Gulch, who was chief for about 10 years, agreed to step down in December, 2007, following a strained relationship with Mayor Marge Brown. The city placed Gulch on administrative leave, with full pay and benefits, until he officially retired in May.
The lawsuit states that the city did not pay Gulch half of his accrued sick leave benefit, which is paid to all city officials who retire.
The city owes Gulch $36,934.48, or half of his accrued sick leave, according to the lawsuit.
“Gulch has demanded that the city pay him the full amount of his accrued sick leave benefit and the city has refused to do so,” states the lawsuit.
Oregon Law Director Paul Goldberg said the city did not pay Gulch half of his accrued sick leave because he did not retire.

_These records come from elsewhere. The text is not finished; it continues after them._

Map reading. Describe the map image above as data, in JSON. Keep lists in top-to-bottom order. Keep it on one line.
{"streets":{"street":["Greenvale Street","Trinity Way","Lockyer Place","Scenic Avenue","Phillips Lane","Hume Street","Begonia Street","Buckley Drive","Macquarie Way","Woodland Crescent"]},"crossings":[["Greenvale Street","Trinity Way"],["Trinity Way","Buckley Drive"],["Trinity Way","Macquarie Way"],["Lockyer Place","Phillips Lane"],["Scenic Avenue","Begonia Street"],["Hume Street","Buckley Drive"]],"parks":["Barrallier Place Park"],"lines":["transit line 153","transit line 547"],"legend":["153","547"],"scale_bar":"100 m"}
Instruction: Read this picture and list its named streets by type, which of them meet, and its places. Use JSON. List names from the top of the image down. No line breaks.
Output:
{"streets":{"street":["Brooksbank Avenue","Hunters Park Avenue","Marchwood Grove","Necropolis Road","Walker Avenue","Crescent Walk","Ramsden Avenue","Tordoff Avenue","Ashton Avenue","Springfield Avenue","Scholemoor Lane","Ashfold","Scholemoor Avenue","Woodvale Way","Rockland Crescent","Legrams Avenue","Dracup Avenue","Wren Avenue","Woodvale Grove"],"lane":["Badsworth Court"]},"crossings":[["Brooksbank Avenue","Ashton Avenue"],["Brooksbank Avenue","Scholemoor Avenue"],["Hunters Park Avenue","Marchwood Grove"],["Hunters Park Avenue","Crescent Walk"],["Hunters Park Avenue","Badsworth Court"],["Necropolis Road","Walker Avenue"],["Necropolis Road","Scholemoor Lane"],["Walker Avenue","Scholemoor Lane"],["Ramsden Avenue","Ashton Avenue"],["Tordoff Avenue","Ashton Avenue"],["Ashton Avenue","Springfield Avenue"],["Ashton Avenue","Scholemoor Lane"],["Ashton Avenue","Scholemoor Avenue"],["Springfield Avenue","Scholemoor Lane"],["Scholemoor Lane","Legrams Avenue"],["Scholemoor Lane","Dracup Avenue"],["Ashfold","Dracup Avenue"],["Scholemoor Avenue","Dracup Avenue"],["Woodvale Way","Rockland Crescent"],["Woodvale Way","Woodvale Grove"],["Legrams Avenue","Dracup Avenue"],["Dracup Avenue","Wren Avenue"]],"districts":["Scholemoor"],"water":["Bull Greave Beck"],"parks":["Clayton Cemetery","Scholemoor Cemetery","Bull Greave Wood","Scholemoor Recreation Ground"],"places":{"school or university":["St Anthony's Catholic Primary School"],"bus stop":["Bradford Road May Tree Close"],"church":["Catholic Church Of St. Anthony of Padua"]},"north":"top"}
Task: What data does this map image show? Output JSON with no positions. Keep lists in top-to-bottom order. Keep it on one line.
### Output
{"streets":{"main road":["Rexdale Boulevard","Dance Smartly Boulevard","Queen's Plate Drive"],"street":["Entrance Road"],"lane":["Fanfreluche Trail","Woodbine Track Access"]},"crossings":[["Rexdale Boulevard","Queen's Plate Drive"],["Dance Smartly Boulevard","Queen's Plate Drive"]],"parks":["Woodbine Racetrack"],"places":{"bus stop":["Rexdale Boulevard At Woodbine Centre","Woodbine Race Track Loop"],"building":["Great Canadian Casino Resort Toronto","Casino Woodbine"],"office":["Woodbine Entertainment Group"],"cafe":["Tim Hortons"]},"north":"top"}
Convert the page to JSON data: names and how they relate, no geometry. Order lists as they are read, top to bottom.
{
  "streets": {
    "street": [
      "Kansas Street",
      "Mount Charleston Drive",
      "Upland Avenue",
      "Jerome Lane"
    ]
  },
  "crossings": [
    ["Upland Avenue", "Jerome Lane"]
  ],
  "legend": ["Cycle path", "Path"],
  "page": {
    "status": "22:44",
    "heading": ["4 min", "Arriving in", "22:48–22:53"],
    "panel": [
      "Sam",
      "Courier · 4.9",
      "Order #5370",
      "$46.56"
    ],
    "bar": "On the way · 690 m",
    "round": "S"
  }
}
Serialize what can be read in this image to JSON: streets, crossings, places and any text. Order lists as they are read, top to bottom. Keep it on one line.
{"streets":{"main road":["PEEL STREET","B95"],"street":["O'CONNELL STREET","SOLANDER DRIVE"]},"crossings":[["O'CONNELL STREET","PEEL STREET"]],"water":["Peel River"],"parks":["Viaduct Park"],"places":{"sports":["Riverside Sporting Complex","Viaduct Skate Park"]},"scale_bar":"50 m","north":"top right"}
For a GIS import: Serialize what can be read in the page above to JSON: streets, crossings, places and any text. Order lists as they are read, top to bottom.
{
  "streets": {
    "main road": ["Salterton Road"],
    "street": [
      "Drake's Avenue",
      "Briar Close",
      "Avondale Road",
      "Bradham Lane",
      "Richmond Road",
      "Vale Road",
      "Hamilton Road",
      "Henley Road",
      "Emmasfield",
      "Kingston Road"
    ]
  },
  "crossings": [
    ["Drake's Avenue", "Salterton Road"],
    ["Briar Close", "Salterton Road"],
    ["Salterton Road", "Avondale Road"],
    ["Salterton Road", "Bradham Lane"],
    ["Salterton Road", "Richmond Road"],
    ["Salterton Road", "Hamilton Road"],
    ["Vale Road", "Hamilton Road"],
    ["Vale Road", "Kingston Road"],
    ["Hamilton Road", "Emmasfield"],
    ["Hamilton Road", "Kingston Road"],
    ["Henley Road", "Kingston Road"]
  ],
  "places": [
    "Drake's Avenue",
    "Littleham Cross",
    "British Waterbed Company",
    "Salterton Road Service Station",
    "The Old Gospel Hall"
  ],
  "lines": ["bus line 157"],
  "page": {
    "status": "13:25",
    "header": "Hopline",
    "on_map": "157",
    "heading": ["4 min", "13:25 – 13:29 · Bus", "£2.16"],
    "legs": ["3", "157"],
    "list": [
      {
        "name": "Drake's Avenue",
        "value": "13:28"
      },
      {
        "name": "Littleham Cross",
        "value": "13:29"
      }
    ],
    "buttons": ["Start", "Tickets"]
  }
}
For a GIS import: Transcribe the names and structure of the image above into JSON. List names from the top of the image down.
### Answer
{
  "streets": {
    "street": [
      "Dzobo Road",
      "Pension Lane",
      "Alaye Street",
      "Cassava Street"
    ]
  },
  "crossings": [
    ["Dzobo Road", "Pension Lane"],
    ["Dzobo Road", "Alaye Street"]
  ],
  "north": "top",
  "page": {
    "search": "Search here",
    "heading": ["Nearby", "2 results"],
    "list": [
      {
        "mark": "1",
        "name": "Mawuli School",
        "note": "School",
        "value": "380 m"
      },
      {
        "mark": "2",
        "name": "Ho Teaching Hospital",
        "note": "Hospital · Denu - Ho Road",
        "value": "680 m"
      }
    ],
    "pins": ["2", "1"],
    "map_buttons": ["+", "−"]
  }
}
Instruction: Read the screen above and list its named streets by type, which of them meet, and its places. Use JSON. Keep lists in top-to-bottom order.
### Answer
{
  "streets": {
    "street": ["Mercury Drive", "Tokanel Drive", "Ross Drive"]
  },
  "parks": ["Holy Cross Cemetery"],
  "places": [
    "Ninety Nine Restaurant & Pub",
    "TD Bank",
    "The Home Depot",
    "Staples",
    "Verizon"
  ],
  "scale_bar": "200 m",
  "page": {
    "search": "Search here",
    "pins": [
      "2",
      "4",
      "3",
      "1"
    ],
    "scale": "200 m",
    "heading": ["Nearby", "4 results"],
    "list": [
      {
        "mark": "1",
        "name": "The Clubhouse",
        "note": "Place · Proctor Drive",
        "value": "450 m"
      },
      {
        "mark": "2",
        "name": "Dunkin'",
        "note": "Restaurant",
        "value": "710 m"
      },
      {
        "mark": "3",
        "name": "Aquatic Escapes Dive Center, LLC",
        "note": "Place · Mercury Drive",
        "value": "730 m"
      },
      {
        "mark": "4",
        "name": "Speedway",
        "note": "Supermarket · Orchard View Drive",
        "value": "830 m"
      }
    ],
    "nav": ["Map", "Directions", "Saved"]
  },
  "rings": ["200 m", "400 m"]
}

Instead, he became employed by the Lucas County Sheriff’s Department.
“In his agreement to leave the city, there’s a clause about his transfer of sick leave benefits, in which the city agreed to pay him, in a lump sum, the value of 50 percent of his accrued sick leave benefit payable to retiring employees, pursuant to the policy and past practice of the city,” said Goldberg. “The city has a policy in which people who retire from the city are entitled to half of their accrued sick leave. But if you quit and take another job, you don’t get it because you didn’t retire.”
Goldberg said the policy is “kind of a reward for people who have been with the city a long time who are retiring, and who haven’t used a sick leave.”
If the employee takes a job with another government entity in the state, the city will transfer the sick leave benefit, said Goldberg.
“The dispute here is that Gulch had so many sick days, and he sent a letter to the city saying he was retiring with the expectation he was going to get paid for half these days. The city’s position is pretty clear. Had he actually retired, we would have given him a check. But that’s not what he did. He never actually retired. He’s working for the sheriff now. He started another job on the same retirement system. We agree to transfer the sick leave, but not pay him for it,” said Goldberg.
As chief, the city and Gulch paid into the Public Employee Retirement System (PERS), said Goldberg.
“Had he actually retired, and submitted his retirement to PERS, and had been receiving benefits, we would have given him a check. That’s what we do for anybody. But that’s not what he did. He never retired. He’s actually working for the sheriff now.”
Gulch is seeking compensatory damages of $36,934.48, pre-judgment interest on the payout amount from June 1, 2008, to the date of payment, attorney fees and costs, and “for such other and further relief as justice and equity may require,” according to the lawsuit.
Gulch, of Brown Road, could not be reached for comment. His lawyer, Raymond Michael Frank, did not return calls to The Press.